── Data under study ──
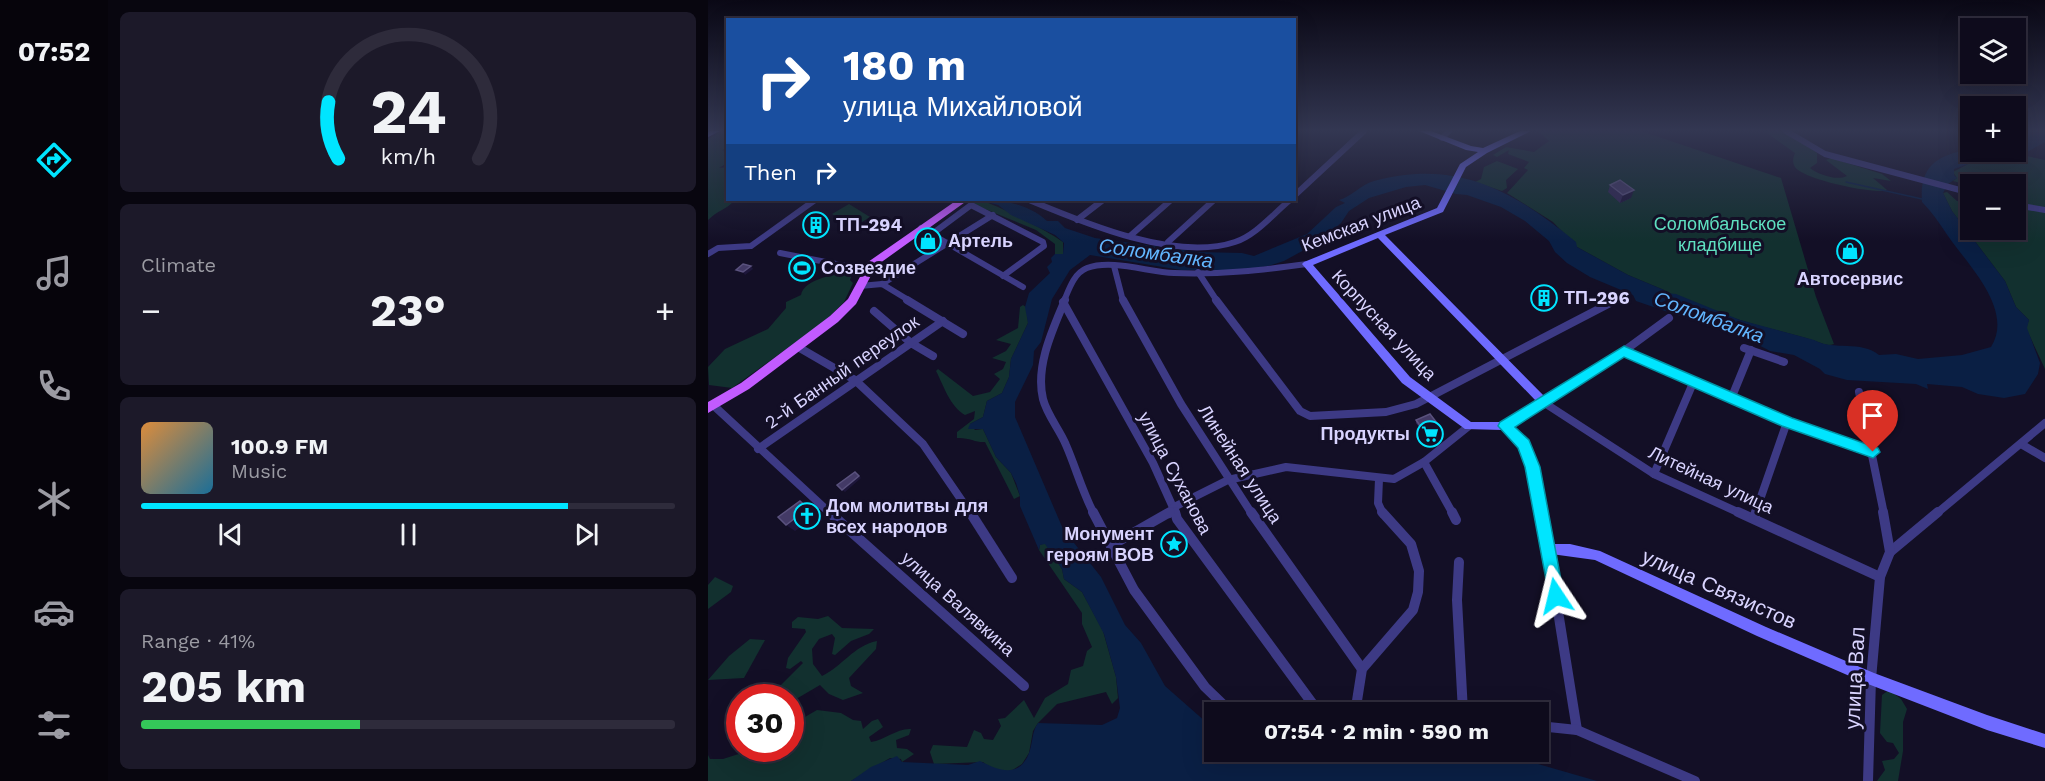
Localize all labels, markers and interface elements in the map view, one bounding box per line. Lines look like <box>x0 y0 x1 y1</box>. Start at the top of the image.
map controls <box>1960 18 2026 240</box>
button: layers <box>1960 18 2026 84</box>
text: 07:52 <box>18 36 90 68</box>
text: 180 m <box>843 41 966 90</box>
icon: right <box>744 42 822 120</box>
text: 24 <box>370 75 446 148</box>
text: улица Михайловой <box>843 91 1083 123</box>
button: + <box>1960 96 2026 162</box>
icon: directions <box>33 139 75 181</box>
text: km/h <box>380 145 436 170</box>
icon: right <box>809 156 842 189</box>
text: Then <box>744 160 797 185</box>
button: − <box>1960 174 2026 240</box>
street label: Кемская улица <box>1298 191 1424 256</box>
building icon: ТП-294 <box>801 210 831 240</box>
park label: Соломбальское кладбище <box>1654 213 1786 255</box>
place label: ТП-294 <box>836 214 902 235</box>
shop icon: Артель <box>913 226 943 256</box>
place label: Артель <box>948 230 1013 251</box>
water label: Соломбалка <box>1097 233 1215 273</box>
shop icon: Автосервис <box>1835 236 1865 266</box>
icon: music <box>33 252 75 294</box>
text: Climate <box>141 253 216 277</box>
sports icon: Созвездие <box>787 253 817 283</box>
place label: Созвездие <box>821 257 916 278</box>
street label: Корпусная улица <box>1328 265 1442 385</box>
place label: Автосервис <box>1797 268 1903 289</box>
building icon: ТП-296 <box>1529 283 1559 313</box>
text: 23° <box>370 284 446 337</box>
water label: Соломбалка <box>1651 286 1767 348</box>
place label: ТП-296 <box>1564 287 1630 308</box>
text: − <box>141 291 161 330</box>
text: + <box>655 291 675 330</box>
street label: 2-й Банный переулок <box>761 310 923 433</box>
icon: phone <box>33 365 75 407</box>
pin <box>1847 390 1898 452</box>
icon: arrive <box>1856 399 1889 432</box>
street label: Линейная улица <box>1194 400 1287 528</box>
street label: улица Суханова <box>1134 408 1217 538</box>
supermarket icon: Продукты <box>1415 419 1445 449</box>
place label: Продукты <box>1320 423 1410 444</box>
text: 100.9 FM <box>231 434 328 459</box>
street label: Литейная улица <box>1645 441 1778 518</box>
text: Music <box>231 459 287 483</box>
icon: climate <box>33 478 75 520</box>
place label: Дом молитвы для всех народов <box>826 495 988 537</box>
church icon: Дом молитвы для всех народов <box>792 501 822 531</box>
icon: previous <box>214 518 247 551</box>
icon: pause <box>392 518 425 551</box>
icon: next <box>570 518 603 551</box>
place label: Монумент героям ВОВ <box>1046 523 1154 565</box>
place icon: Монумент героям ВОВ <box>1159 529 1189 559</box>
street label: улица Связистов <box>1638 543 1800 634</box>
street label: улица Валявкина <box>897 547 1020 661</box>
position arrow <box>1524 564 1588 628</box>
icon: car <box>33 591 75 633</box>
street label: улица Вал <box>1839 626 1870 730</box>
text: Range · 41% <box>141 629 255 653</box>
text: 205 km <box>141 660 306 713</box>
speed limit sign: 30 <box>726 684 804 762</box>
icon: filters <box>33 704 75 746</box>
text: 07:54 · 2 min · 590 m <box>1264 719 1489 744</box>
───
* Your goal *
What's needed is an exact retyping of the records, pictures excluded.

* Task output *
Localize all labels, markers and interface elements in the map view, one bounding box per line. Lines look like <box>x0 y0 x1 y1</box>. Start at the top of the image.
map controls <box>1960 18 2026 240</box>
button: layers <box>1960 18 2026 84</box>
text: 07:52 <box>18 36 90 68</box>
text: 180 m <box>843 41 966 90</box>
icon: right <box>744 42 822 120</box>
text: 24 <box>370 75 446 148</box>
text: улица Михайловой <box>843 91 1083 123</box>
button: + <box>1960 96 2026 162</box>
icon: directions <box>33 139 75 181</box>
text: km/h <box>380 145 436 170</box>
icon: right <box>809 156 842 189</box>
text: Then <box>744 160 797 185</box>
button: − <box>1960 174 2026 240</box>
street label: Кемская улица <box>1298 191 1424 256</box>
building icon: ТП-294 <box>801 210 831 240</box>
park label: Соломбальское кладбище <box>1654 213 1786 255</box>
place label: ТП-294 <box>836 214 902 235</box>
shop icon: Артель <box>913 226 943 256</box>
place label: Артель <box>948 230 1013 251</box>
water label: Соломбалка <box>1097 233 1215 273</box>
shop icon: Автосервис <box>1835 236 1865 266</box>
icon: music <box>33 252 75 294</box>
text: Climate <box>141 253 216 277</box>
sports icon: Созвездие <box>787 253 817 283</box>
place label: Созвездие <box>821 257 916 278</box>
street label: Корпусная улица <box>1328 265 1442 385</box>
place label: Автосервис <box>1797 268 1903 289</box>
building icon: ТП-296 <box>1529 283 1559 313</box>
text: 23° <box>370 284 446 337</box>
water label: Соломбалка <box>1651 286 1767 348</box>
place label: ТП-296 <box>1564 287 1630 308</box>
text: − <box>141 291 161 330</box>
text: + <box>655 291 675 330</box>
street label: 2-й Банный переулок <box>761 310 923 433</box>
icon: phone <box>33 365 75 407</box>
pin <box>1847 390 1898 452</box>
icon: arrive <box>1856 399 1889 432</box>
street label: Линейная улица <box>1194 400 1287 528</box>
street label: улица Суханова <box>1134 408 1217 538</box>
supermarket icon: Продукты <box>1415 419 1445 449</box>
place label: Продукты <box>1320 423 1410 444</box>
text: 100.9 FM <box>231 434 328 459</box>
street label: Литейная улица <box>1645 441 1778 518</box>
text: Music <box>231 459 287 483</box>
icon: climate <box>33 478 75 520</box>
place label: Дом молитвы для всех народов <box>826 495 988 537</box>
church icon: Дом молитвы для всех народов <box>792 501 822 531</box>
icon: previous <box>214 518 247 551</box>
icon: pause <box>392 518 425 551</box>
icon: next <box>570 518 603 551</box>
place label: Монумент героям ВОВ <box>1046 523 1154 565</box>
place icon: Монумент героям ВОВ <box>1159 529 1189 559</box>
street label: улица Связистов <box>1638 543 1800 634</box>
street label: улица Валявкина <box>897 547 1020 661</box>
position arrow <box>1524 564 1588 628</box>
icon: car <box>33 591 75 633</box>
street label: улица Вал <box>1839 626 1870 730</box>
text: Range · 41% <box>141 629 255 653</box>
text: 205 km <box>141 660 306 713</box>
speed limit sign: 30 <box>726 684 804 762</box>
icon: filters <box>33 704 75 746</box>
text: 07:54 · 2 min · 590 m <box>1264 719 1489 744</box>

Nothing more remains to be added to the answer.